EXERCISE DESCRIPTION:
Your reply should restate the lines from the top of the entries through the line containing "Where are all labels, symbols and controls in the screenshot?" word for word, with no pictures.
::::::::
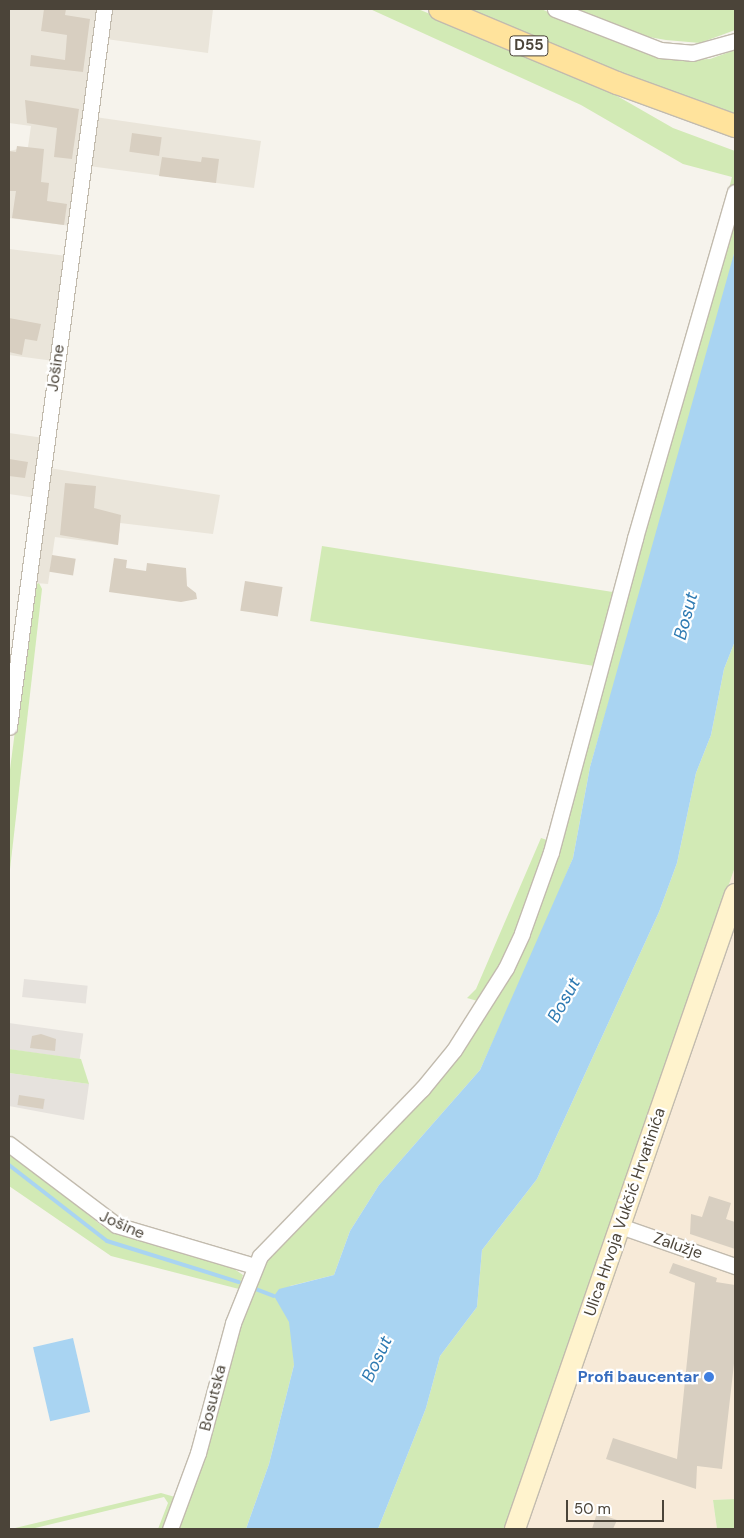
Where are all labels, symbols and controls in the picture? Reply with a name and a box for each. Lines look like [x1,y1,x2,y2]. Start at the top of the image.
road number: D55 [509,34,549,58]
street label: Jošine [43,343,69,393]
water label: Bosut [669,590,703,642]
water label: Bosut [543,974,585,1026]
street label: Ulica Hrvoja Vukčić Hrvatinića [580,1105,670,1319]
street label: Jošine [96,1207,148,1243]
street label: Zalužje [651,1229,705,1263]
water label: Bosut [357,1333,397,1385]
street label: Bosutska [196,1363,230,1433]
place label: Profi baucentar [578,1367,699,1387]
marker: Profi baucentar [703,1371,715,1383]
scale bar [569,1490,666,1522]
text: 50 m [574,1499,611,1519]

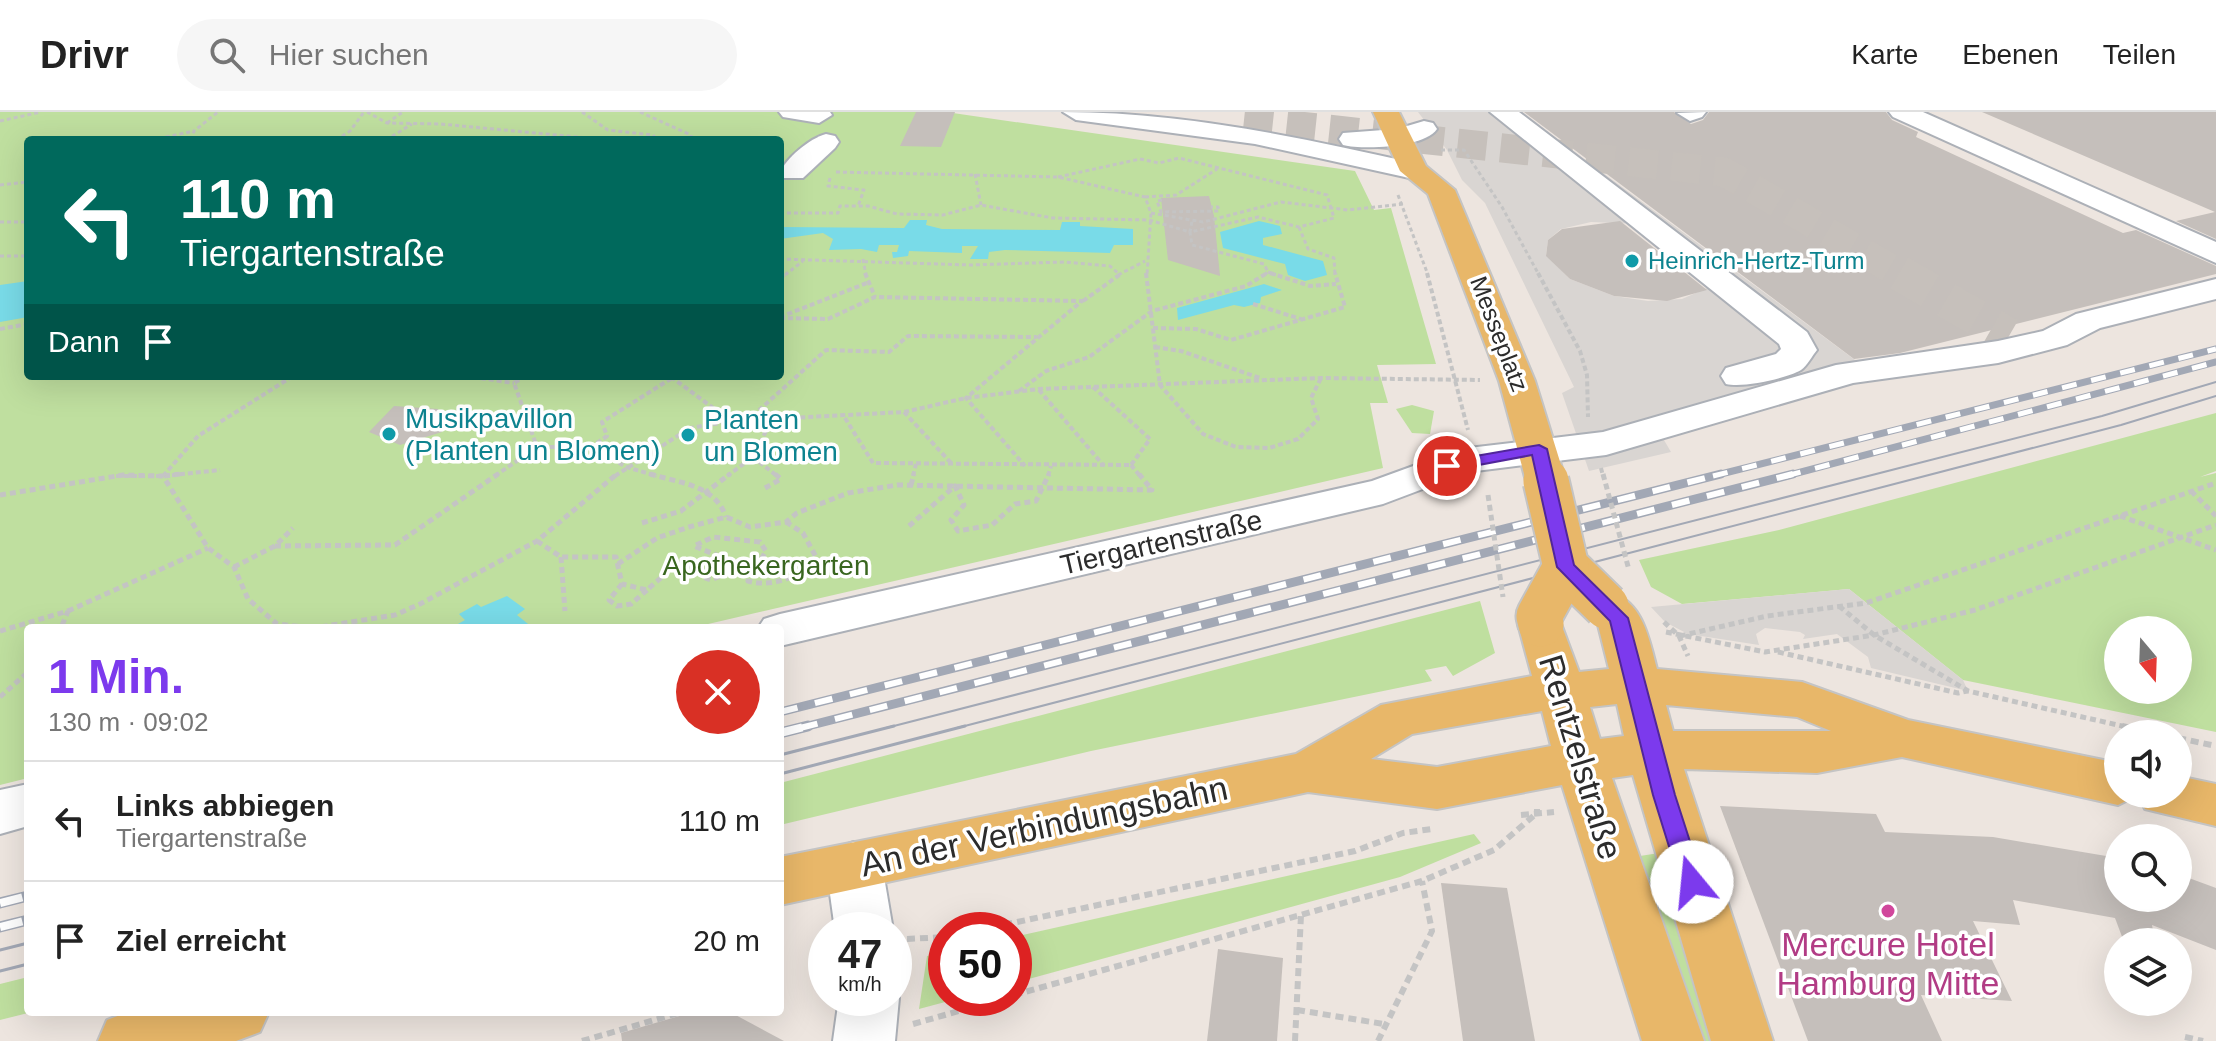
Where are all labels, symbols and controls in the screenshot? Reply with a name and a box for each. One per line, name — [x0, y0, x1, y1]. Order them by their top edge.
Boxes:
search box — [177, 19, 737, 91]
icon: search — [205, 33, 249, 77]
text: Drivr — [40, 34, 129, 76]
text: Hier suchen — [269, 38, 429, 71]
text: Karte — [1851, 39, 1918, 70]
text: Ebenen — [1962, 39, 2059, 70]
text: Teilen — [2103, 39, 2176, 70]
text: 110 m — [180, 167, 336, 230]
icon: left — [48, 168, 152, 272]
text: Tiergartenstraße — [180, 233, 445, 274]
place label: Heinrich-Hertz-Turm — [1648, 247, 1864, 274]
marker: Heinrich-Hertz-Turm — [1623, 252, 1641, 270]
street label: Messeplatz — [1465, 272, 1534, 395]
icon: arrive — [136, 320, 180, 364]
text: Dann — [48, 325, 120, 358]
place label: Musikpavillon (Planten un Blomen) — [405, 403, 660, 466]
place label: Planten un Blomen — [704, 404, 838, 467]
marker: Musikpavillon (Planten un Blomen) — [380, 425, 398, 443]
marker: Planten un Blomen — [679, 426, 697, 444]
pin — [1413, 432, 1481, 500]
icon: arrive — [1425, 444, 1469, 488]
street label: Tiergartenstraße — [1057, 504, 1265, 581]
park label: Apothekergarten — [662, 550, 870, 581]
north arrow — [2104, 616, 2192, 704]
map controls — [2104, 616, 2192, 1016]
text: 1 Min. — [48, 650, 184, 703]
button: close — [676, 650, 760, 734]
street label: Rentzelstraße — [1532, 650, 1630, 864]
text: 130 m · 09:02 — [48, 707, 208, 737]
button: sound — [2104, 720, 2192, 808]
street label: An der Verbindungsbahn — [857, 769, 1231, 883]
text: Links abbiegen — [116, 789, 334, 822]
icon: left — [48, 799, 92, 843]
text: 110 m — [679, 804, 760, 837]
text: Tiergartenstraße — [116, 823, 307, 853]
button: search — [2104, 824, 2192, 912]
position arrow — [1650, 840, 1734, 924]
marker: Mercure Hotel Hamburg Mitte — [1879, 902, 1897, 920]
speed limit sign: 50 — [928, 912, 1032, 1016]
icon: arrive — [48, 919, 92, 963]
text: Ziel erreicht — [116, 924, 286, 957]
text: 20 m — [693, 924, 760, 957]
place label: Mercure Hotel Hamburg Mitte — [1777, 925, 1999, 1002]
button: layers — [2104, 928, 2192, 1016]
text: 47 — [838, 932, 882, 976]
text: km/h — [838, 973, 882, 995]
::::::::
TASK RESULT:
Where are all labels, symbols and controls in the picture? Reply with a name and a box for each. Lines look like [x1,y1,x2,y2]. Start at the top of the image.
road number: D55 [509,34,549,58]
street label: Jošine [43,343,69,393]
water label: Bosut [669,590,703,642]
water label: Bosut [543,974,585,1026]
street label: Ulica Hrvoja Vukčić Hrvatinića [580,1105,670,1319]
street label: Jošine [96,1207,148,1243]
street label: Zalužje [651,1229,705,1263]
water label: Bosut [357,1333,397,1385]
street label: Bosutska [196,1363,230,1433]
place label: Profi baucentar [578,1367,699,1387]
marker: Profi baucentar [703,1371,715,1383]
scale bar [569,1490,666,1522]
text: 50 m [574,1499,611,1519]

Where are all labels, symbols and controls in the screenshot? Reply with a name and a box for each. One per line, name — [x0, y0, x1, y1]. Order them by their top edge.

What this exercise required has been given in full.